> Data records:
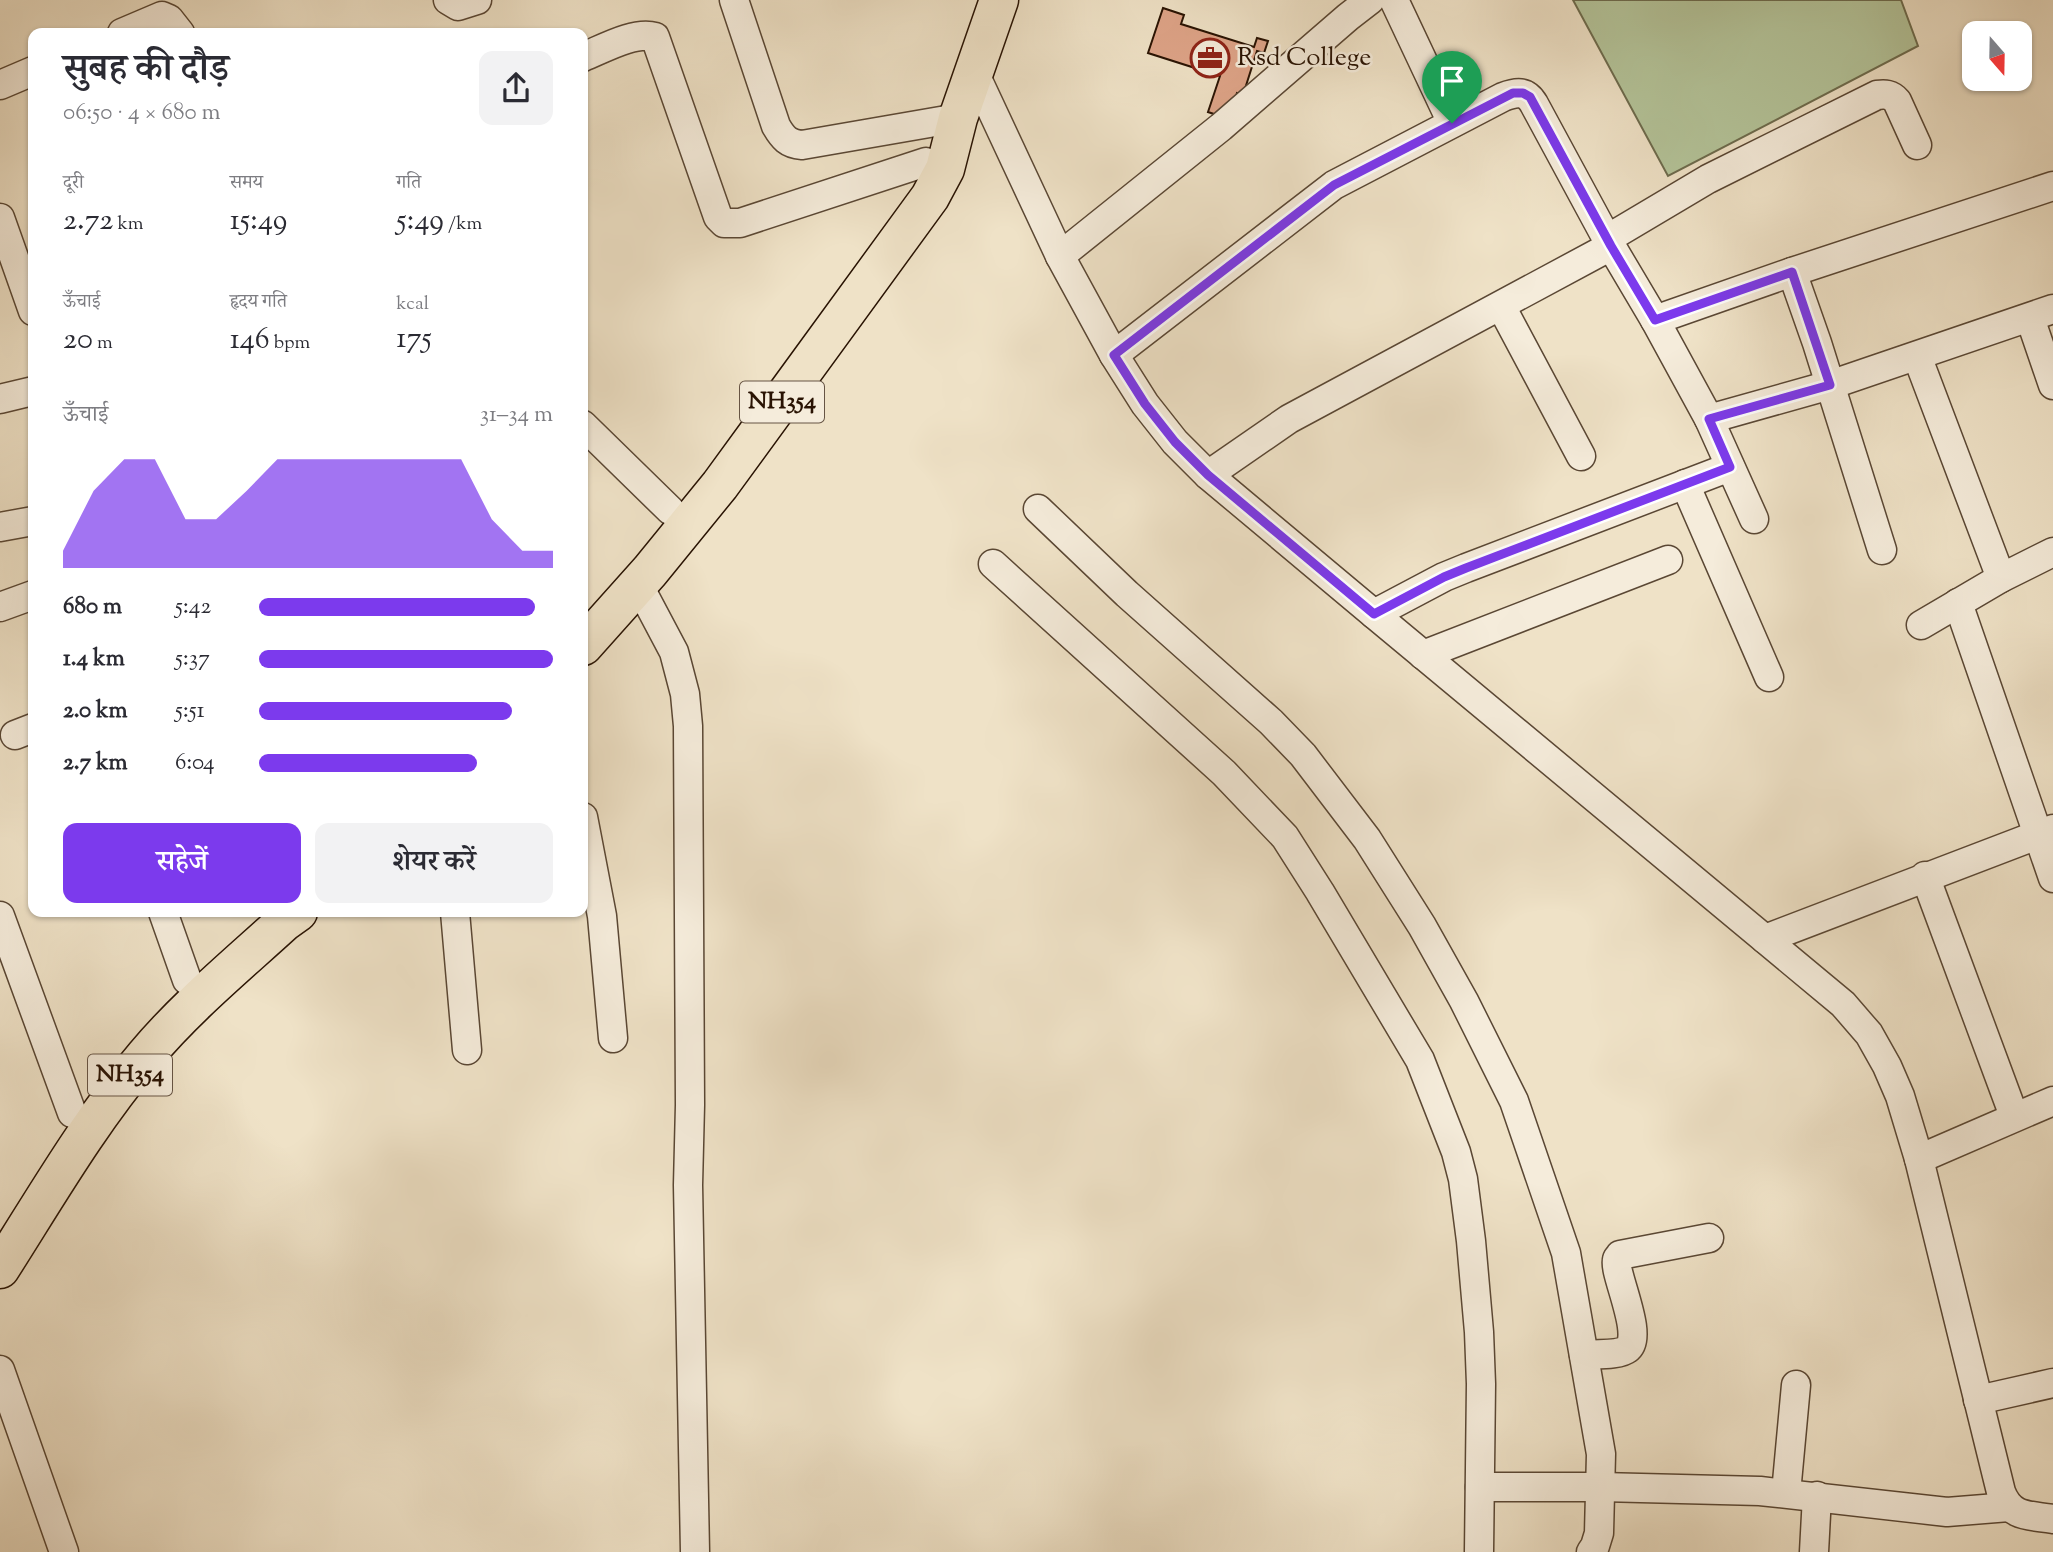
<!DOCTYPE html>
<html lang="hi">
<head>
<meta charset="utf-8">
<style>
  body { margin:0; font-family:"Sorts Mill Goudy","Noto Serif Devanagari",serif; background:#f2f2f3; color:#2b2b33; height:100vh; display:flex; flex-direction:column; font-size:26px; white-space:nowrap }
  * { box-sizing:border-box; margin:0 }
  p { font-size:23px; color:#7c7c81 }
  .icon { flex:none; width:38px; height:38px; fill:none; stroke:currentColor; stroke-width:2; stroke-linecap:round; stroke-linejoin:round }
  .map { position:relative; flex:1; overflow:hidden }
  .details { position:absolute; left:28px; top:28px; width:560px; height:889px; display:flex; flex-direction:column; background:#fff; border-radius:14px; box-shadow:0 2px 5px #0004 }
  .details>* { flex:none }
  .needle { width:46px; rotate:160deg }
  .controls { position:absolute; left:1962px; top:21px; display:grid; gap:14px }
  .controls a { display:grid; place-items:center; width:70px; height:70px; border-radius:14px; background:#fff; box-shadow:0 2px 5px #0004; font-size:35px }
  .pin { position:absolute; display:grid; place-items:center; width:60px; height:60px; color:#fff; margin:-72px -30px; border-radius:50% 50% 50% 0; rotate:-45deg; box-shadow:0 0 7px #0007 }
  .pin .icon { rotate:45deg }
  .round { display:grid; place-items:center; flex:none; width:74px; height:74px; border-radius:14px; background:#f2f2f3 }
  .summary { display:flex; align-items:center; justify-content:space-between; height:119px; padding:0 35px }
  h1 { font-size:38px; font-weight:600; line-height:52px }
  .stats { display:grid; grid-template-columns:repeat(3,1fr); gap:10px; height:119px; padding:7px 35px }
  .stats div { display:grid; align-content:center }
  .stats b { font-size:30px; font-weight:600 }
  .stats small { font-size:19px; font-weight:400 }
  .stats p { font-size:19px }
  .chart { height:196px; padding:14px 35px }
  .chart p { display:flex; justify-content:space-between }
  .chart svg { width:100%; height:126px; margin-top:7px; fill:#7c3aed; opacity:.7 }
  .primary-button { display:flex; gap:14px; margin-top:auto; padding:14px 35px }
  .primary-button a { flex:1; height:80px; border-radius:14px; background:#7c3aed; color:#fff; font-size:28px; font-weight:600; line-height:80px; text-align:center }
  .primary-button a+a { background:#f2f2f3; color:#2b2b33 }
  ul { padding:0 35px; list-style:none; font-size:23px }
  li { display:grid; grid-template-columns:112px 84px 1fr; align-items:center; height:52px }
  li i { height:18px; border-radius:9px; background:#7c3aed }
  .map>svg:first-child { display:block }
</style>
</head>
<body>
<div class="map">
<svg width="2053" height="1552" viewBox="0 0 2053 1552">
  <rect width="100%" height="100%" fill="#efe2c7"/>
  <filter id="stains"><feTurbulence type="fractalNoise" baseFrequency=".00286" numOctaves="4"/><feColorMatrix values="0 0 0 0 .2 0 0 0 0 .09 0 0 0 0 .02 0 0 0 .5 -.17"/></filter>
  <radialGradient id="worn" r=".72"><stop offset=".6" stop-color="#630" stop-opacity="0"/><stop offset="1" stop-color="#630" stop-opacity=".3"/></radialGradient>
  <!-- green -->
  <polygon fill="#b4c49a" stroke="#6e6c4e" stroke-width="2" points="1573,0 1901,0 1918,46 1668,176"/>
  <!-- building -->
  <polygon fill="#dea488" stroke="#291303" stroke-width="2" points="1163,8 1184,15 1181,24 1254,47 1257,38 1268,41 1264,53 1257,51 1243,95 1237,93 1229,119 1208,112 1220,76 1148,53"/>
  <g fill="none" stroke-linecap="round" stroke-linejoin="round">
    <defs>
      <g id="minor">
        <polyline points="448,0 458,6 477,0"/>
        <path d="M734 0 776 126C783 138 788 144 802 145L958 118"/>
        <polyline points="1394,0 1452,123"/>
        <polyline points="122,33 162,16 169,19 180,33"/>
        <path d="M583 57C603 49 634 31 655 37L718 217 724 223H740L926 162"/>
        <path d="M974 72 1060 256 1114 355 1145 404 1175 442 1208 475 1374 614 1843 1004 1869 1034 1887 1066 1900 1096 1919 1159 2001 1492C2011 1518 2029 1515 2053 1519"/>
        <polyline points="0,85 33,71"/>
        <polyline points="0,218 33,311"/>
        <path d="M1607 239 1708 179 1877 95C1885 94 1891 94 1897 101L1917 145"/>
        <polyline points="1060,256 1221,127 1348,17 1370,0"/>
        <polyline points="1792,272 1817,343 1882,550"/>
        <polyline points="1501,306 1581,456"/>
        <polyline points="2030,318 2053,385"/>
        <polyline points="1655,320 1792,272 2053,186"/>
        <path d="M1114 355 1334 185 1503 97C1516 92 1526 90 1534 104L1607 239 1655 320 1709 419 1754 519"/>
        <polyline points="1917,356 2001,578"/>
        <polyline points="0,399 33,391"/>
        <polyline points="1709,419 1830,385 2053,309"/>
        <polyline points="583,425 670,510"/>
        <polyline points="1208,475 1289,419 1611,246"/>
        <polyline points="1685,484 1769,677"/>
        <polyline points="1038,509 1127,594 1271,722 1303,755 1367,839 1422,926 1464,1001 1514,1101 1566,1253 1601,1454 1599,1533 1595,1546 1591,1552"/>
        <polyline points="0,527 33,521"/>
        <polyline points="993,564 1224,773 1285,837 1320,892 1420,1060 1456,1152 1463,1179 1471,1241 1479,1332 1481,1384 1479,1552"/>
        <polyline points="638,584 674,652 685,694 688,726 690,1105 688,1185 695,1552"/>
        <polyline points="1958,603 2053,878"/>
        <polyline points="0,607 33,595"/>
        <polyline points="1374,614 1444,577 1466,568 1730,467"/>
        <polyline points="1921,625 2001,578 2053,552"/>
        <polyline points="1423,655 1668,560"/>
        <polyline points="15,735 33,728"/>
        <polyline points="583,817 602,916 613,1038"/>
        <polyline points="1925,876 2014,1116"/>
        <polyline points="163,912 187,980"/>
        <polyline points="455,912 467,1050"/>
        <polyline points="0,916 72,1113"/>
        <polyline points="1765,939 2053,829"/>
        <polyline points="1919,1159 2053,1101"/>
        <path d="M1584 1355C1594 1354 1620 1355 1627 1349 1645 1337 1613 1272 1617 1260 1617 1258 1619 1257 1620 1255L1709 1238"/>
        <polyline points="0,1370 64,1552"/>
        <polyline points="1978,1400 2053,1383"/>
        <polyline points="1480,1487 1601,1487 1760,1491 1947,1512 2009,1507"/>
        <polyline points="1786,1493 1796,1385"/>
        <polyline points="1814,1552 1817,1496"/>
      </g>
      <g id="highway">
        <polyline points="583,646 650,571 720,485 930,197 945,169 958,118 999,0"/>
        <path d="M0 1269C46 1197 89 1122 145 1056 186 1007 237 965 284 922L298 912"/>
      </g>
    </defs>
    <!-- minor casing -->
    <use href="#minor" stroke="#5a4734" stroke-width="31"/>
    <!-- highway casing -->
    <use href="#highway" stroke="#291303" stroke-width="41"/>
    <!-- minor -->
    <use href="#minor" stroke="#f5ecdb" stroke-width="28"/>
    <!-- highway -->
    <use href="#highway" stroke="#efe2c7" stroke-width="38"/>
  </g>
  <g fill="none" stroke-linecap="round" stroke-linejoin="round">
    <defs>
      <polygon id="route" points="1513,93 1523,93 1530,97 1611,246 1655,320 1792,272 1830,385 1709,419 1730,467 1466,568 1444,577 1374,614 1208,475 1175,442 1145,404 1114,355 1334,185"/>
    </defs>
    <!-- route casing -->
    <use href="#route" stroke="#fff" stroke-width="14"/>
    <!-- route -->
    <use href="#route" stroke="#7c3aed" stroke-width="9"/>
  </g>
  <!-- icons -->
  <defs>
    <symbol id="office-ring" viewBox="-11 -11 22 22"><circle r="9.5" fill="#f5ecdb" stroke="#8f2418" stroke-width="1.5"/><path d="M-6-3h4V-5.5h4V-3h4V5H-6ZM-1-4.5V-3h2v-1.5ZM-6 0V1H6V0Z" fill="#8f2418"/></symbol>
  </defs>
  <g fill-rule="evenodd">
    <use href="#office-ring" x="1188" y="36" width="44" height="44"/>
  </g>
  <g text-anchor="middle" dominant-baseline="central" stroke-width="5" stroke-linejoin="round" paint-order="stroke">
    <!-- shield labels -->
    <g fill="#f5ecdb" stroke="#665444" stroke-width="2">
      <rect x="740" y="381.5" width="84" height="41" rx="5"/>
      <rect x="88" y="1054.5" width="84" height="41" rx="5"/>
    </g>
    <g font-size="24" font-weight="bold" fill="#291303">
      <text x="782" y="402">NH354</text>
      <text x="130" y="1075">NH354</text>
    </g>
    <!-- poi labels -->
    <g font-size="26" fill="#291303" stroke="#f5ecdb" text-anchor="start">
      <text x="1237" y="58">Rsd College</text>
    </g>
  </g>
  <rect width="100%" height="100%" filter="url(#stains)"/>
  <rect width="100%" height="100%" fill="url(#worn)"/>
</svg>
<div class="controls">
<a><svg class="needle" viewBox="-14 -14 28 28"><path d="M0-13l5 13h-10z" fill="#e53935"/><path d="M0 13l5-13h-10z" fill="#7c7c81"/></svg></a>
</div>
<div class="pin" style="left:1452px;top:123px;background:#1e9e55"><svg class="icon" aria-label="arrive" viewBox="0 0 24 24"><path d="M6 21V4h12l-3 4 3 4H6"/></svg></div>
<section class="details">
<div class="summary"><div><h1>सुबह की दौड़</h1><p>06:50 · 4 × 680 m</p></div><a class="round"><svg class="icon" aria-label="share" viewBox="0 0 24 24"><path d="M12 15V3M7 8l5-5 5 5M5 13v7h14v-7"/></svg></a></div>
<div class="stats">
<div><p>दूरी</p><b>2.72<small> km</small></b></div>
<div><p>समय</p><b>15:49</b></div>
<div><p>गति</p><b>5:49<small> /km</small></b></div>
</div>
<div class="stats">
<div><p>ऊँचाई</p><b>20<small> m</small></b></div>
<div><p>हृदय गति</p><b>146<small> bpm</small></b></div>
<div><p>kcal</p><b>175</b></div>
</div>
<div class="chart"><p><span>ऊँचाई</span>31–34 m</p>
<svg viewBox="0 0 160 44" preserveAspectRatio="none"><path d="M0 44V38L10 17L20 6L30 6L40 27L50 27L60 17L70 6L80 6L90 6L100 6L110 6L120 6L130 6L140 27L150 38L160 38V44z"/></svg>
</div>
<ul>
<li><b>680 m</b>5:42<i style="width:94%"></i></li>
<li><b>1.4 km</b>5:37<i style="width:100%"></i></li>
<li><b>2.0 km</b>5:51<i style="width:86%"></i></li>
<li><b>2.7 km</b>6:04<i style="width:74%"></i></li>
</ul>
<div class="primary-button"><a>सहेजें</a><a>शेयर करें</a></div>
</section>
</div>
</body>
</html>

> Prompt:
Nothing but the lines from the start of the records through the line holding "display:flex; align-items:center; justify-content:space-between;" should be printed, exactly as written and with the pictures left out.

> Finished exercise:
<!DOCTYPE html>
<html lang="hi">
<head>
<meta charset="utf-8">
<style>
  body { margin:0; font-family:"Sorts Mill Goudy","Noto Serif Devanagari",serif; background:#f2f2f3; color:#2b2b33; height:100vh; display:flex; flex-direction:column; font-size:26px; white-space:nowrap }
  * { box-sizing:border-box; margin:0 }
  p { font-size:23px; color:#7c7c81 }
  .icon { flex:none; width:38px; height:38px; fill:none; stroke:currentColor; stroke-width:2; stroke-linecap:round; stroke-linejoin:round }
  .map { position:relative; flex:1; overflow:hidden }
  .details { position:absolute; left:28px; top:28px; width:560px; height:889px; display:flex; flex-direction:column; background:#fff; border-radius:14px; box-shadow:0 2px 5px #0004 }
  .details>* { flex:none }
  .needle { width:46px; rotate:160deg }
  .controls { position:absolute; left:1962px; top:21px; display:grid; gap:14px }
  .controls a { display:grid; place-items:center; width:70px; height:70px; border-radius:14px; background:#fff; box-shadow:0 2px 5px #0004; font-size:35px }
  .pin { position:absolute; display:grid; place-items:center; width:60px; height:60px; color:#fff; margin:-72px -30px; border-radius:50% 50% 50% 0; rotate:-45deg; box-shadow:0 0 7px #0007 }
  .pin .icon { rotate:45deg }
  .round { display:grid; place-items:center; flex:none; width:74px; height:74px; border-radius:14px; background:#f2f2f3 }
  .summary { display:flex; align-items:center; justify-content:space-between; height:119px; padding:0 35px }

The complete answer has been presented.